Um dos estudos mais citados, publicado no IEEE Symposium on Security and Privacy, analisou mais de 1.600 programas gerados por IA em 89 cenários de teste. O foco estava nas vulnerabilidades mais comuns catalogadas pelo MITRE.
O resultado é preocupante: cerca de 40% dos programas apresentavam vulnerabilidades. Em linguagens como C, esse número chegava a 50%.
Esse estudo ficou conhecido como “Asleep at the Keyboard”. O nome resume bem o problema: a IA frequentemente gera código funcional, mas sem o rigor de segurança necessário.
Portanto, o ponto não é que a IA não consegue gerar código seguro. O problema é outro. A IA otimiza o que foi pedido no prompt — e, na maioria das vezes, segurança não está explicitada.
Como consequência, o modelo replica padrões estatísticos aprendidos. E muitos desses padrões vêm de códigos históricos que já continham falhas.
O fator humano: confiança que vira vulnerabilidade
Além do aspecto técnico, existe um fator comportamental importante.

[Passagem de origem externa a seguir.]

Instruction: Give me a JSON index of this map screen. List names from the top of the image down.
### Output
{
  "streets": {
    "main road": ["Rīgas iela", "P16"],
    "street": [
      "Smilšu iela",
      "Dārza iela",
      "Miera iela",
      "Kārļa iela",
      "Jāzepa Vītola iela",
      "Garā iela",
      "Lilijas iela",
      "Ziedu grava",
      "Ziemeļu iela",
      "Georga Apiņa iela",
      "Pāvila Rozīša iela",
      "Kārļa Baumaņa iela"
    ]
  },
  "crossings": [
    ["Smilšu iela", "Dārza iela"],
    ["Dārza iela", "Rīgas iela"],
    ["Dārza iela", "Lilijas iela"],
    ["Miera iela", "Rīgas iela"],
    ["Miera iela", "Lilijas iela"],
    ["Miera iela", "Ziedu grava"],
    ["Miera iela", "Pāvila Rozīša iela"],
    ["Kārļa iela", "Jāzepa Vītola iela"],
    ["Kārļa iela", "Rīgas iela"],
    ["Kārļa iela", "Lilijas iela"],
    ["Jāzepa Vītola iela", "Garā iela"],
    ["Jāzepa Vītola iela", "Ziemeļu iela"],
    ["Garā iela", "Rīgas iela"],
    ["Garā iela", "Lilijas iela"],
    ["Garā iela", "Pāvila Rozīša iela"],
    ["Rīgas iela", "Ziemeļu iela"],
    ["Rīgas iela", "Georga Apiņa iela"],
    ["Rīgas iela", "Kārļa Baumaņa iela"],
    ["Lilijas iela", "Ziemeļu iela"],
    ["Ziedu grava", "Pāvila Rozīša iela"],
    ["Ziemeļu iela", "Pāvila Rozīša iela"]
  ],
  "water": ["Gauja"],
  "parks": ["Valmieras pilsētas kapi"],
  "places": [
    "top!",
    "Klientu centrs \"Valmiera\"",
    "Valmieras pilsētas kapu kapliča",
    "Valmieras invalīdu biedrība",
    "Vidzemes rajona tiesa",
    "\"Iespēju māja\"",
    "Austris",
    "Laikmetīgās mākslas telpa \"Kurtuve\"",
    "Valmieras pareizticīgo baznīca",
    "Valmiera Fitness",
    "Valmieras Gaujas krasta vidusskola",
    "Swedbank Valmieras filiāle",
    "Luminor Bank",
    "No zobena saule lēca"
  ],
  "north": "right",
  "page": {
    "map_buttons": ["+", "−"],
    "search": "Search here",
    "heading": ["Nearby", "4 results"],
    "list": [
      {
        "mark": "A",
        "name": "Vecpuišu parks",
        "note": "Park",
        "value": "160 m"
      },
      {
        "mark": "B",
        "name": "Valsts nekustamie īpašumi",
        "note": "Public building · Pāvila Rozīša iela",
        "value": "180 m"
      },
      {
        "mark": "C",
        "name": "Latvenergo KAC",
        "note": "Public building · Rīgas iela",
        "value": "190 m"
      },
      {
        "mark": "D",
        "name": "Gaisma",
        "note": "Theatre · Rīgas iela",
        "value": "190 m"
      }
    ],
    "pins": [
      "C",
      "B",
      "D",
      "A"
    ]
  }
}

Um estudo da Universidade de Stanford avaliou 47 desenvolvedores em tarefas de programação segura. Metade utilizou IA; a outra metade não.
Os resultados mostraram que quem usou IA produziu código menos seguro em 4 das 5 tarefas. Até aqui, nada surpreendente.
Porém, há um detalhe crítico: a confiança.
Os desenvolvedores com código mais inseguro deram notas altas de confiança na IA. Já aqueles com código mais seguro demonstraram baixa confiança.
Ou seja, quanto maior a confiança no assistente, menor o nível de revisão crítica.
Esse fenômeno revela um risco relevante: a delegação cognitiva. O desenvolvedor aceita a sugestão, revisa menos e, assim, vulnerabilidades passam despercebidas.
Portanto, qualquer estratégia de governança que ignore o comportamento humano estará incompleta.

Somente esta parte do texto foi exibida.